*** Extracted records Section Begins ***

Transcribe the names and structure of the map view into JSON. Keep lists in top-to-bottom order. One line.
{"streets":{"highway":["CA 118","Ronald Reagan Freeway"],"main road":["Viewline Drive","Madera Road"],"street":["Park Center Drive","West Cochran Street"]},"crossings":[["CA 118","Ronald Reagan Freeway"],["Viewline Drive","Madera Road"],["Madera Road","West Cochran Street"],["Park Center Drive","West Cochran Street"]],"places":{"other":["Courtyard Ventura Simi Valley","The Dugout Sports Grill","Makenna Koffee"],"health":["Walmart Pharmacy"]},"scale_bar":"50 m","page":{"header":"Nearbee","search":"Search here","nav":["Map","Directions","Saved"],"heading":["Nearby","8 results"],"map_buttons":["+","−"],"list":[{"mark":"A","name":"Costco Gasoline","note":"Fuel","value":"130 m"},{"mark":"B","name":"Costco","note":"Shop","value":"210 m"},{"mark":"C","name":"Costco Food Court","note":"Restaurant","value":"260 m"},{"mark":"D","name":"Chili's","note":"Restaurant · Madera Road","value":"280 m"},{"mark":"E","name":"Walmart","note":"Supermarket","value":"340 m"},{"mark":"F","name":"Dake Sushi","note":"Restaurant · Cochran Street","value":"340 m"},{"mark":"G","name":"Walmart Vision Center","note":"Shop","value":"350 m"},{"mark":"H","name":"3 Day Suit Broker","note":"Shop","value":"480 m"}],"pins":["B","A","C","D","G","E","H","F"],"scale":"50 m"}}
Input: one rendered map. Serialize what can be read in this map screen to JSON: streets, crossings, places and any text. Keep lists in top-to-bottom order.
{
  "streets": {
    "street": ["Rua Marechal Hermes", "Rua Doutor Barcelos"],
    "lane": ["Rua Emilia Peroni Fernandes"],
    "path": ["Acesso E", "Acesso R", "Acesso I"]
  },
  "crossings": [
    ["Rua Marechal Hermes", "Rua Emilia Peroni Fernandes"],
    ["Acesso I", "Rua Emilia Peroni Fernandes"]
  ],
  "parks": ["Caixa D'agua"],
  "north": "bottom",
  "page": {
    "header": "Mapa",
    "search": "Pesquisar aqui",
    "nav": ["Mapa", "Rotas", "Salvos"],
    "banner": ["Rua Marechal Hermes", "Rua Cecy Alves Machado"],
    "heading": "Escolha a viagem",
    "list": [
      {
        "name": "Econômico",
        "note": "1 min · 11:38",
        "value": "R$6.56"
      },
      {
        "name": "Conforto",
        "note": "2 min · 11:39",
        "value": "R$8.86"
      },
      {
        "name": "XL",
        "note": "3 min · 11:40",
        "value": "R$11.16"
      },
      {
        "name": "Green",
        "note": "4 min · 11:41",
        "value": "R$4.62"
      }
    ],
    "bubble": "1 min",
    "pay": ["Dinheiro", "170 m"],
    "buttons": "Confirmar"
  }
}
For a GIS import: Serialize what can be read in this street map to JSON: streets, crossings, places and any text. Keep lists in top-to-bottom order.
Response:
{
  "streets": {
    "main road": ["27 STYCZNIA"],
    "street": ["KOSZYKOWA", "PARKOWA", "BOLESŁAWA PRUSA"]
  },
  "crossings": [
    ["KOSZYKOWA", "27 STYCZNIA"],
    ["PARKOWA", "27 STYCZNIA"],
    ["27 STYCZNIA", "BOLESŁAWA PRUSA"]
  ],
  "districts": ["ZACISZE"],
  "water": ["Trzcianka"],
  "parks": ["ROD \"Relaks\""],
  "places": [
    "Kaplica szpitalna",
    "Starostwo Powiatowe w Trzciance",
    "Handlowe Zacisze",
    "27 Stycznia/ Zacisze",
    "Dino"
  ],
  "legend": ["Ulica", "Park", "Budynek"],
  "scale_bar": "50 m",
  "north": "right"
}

*** Extracted records Section Ends ***

What you need to do: A complete, exact transcription of the data above is required.

Result:
Transcribe the names and structure of the map view into JSON. Keep lists in top-to-bottom order. One line.
{"streets":{"highway":["CA 118","Ronald Reagan Freeway"],"main road":["Viewline Drive","Madera Road"],"street":["Park Center Drive","West Cochran Street"]},"crossings":[["CA 118","Ronald Reagan Freeway"],["Viewline Drive","Madera Road"],["Madera Road","West Cochran Street"],["Park Center Drive","West Cochran Street"]],"places":{"other":["Courtyard Ventura Simi Valley","The Dugout Sports Grill","Makenna Koffee"],"health":["Walmart Pharmacy"]},"scale_bar":"50 m","page":{"header":"Nearbee","search":"Search here","nav":["Map","Directions","Saved"],"heading":["Nearby","8 results"],"map_buttons":["+","−"],"list":[{"mark":"A","name":"Costco Gasoline","note":"Fuel","value":"130 m"},{"mark":"B","name":"Costco","note":"Shop","value":"210 m"},{"mark":"C","name":"Costco Food Court","note":"Restaurant","value":"260 m"},{"mark":"D","name":"Chili's","note":"Restaurant · Madera Road","value":"280 m"},{"mark":"E","name":"Walmart","note":"Supermarket","value":"340 m"},{"mark":"F","name":"Dake Sushi","note":"Restaurant · Cochran Street","value":"340 m"},{"mark":"G","name":"Walmart Vision Center","note":"Shop","value":"350 m"},{"mark":"H","name":"3 Day Suit Broker","note":"Shop","value":"480 m"}],"pins":["B","A","C","D","G","E","H","F"],"scale":"50 m"}}
Input: one rendered map. Serialize what can be read in this map screen to JSON: streets, crossings, places and any text. Keep lists in top-to-bottom order.
{
  "streets": {
    "street": ["Rua Marechal Hermes", "Rua Doutor Barcelos"],
    "lane": ["Rua Emilia Peroni Fernandes"],
    "path": ["Acesso E", "Acesso R", "Acesso I"]
  },
  "crossings": [
    ["Rua Marechal Hermes", "Rua Emilia Peroni Fernandes"],
    ["Acesso I", "Rua Emilia Peroni Fernandes"]
  ],
  "parks": ["Caixa D'agua"],
  "north": "bottom",
  "page": {
    "header": "Mapa",
    "search": "Pesquisar aqui",
    "nav": ["Mapa", "Rotas", "Salvos"],
    "banner": ["Rua Marechal Hermes", "Rua Cecy Alves Machado"],
    "heading": "Escolha a viagem",
    "list": [
      {
        "name": "Econômico",
        "note": "1 min · 11:38",
        "value": "R$6.56"
      },
      {
        "name": "Conforto",
        "note": "2 min · 11:39",
        "value": "R$8.86"
      },
      {
        "name": "XL",
        "note": "3 min · 11:40",
        "value": "R$11.16"
      },
      {
        "name": "Green",
        "note": "4 min · 11:41",
        "value": "R$4.62"
      }
    ],
    "bubble": "1 min",
    "pay": ["Dinheiro", "170 m"],
    "buttons": "Confirmar"
  }
}
For a GIS import: Serialize what can be read in this street map to JSON: streets, crossings, places and any text. Keep lists in top-to-bottom order.
Response:
{
  "streets": {
    "main road": ["27 STYCZNIA"],
    "street": ["KOSZYKOWA", "PARKOWA", "BOLESŁAWA PRUSA"]
  },
  "crossings": [
    ["KOSZYKOWA", "27 STYCZNIA"],
    ["PARKOWA", "27 STYCZNIA"],
    ["27 STYCZNIA", "BOLESŁAWA PRUSA"]
  ],
  "districts": ["ZACISZE"],
  "water": ["Trzcianka"],
  "parks": ["ROD \"Relaks\""],
  "places": [
    "Kaplica szpitalna",
    "Starostwo Powiatowe w Trzciance",
    "Handlowe Zacisze",
    "27 Stycznia/ Zacisze",
    "Dino"
  ],
  "legend": ["Ulica", "Park", "Budynek"],
  "scale_bar": "50 m",
  "north": "right"
}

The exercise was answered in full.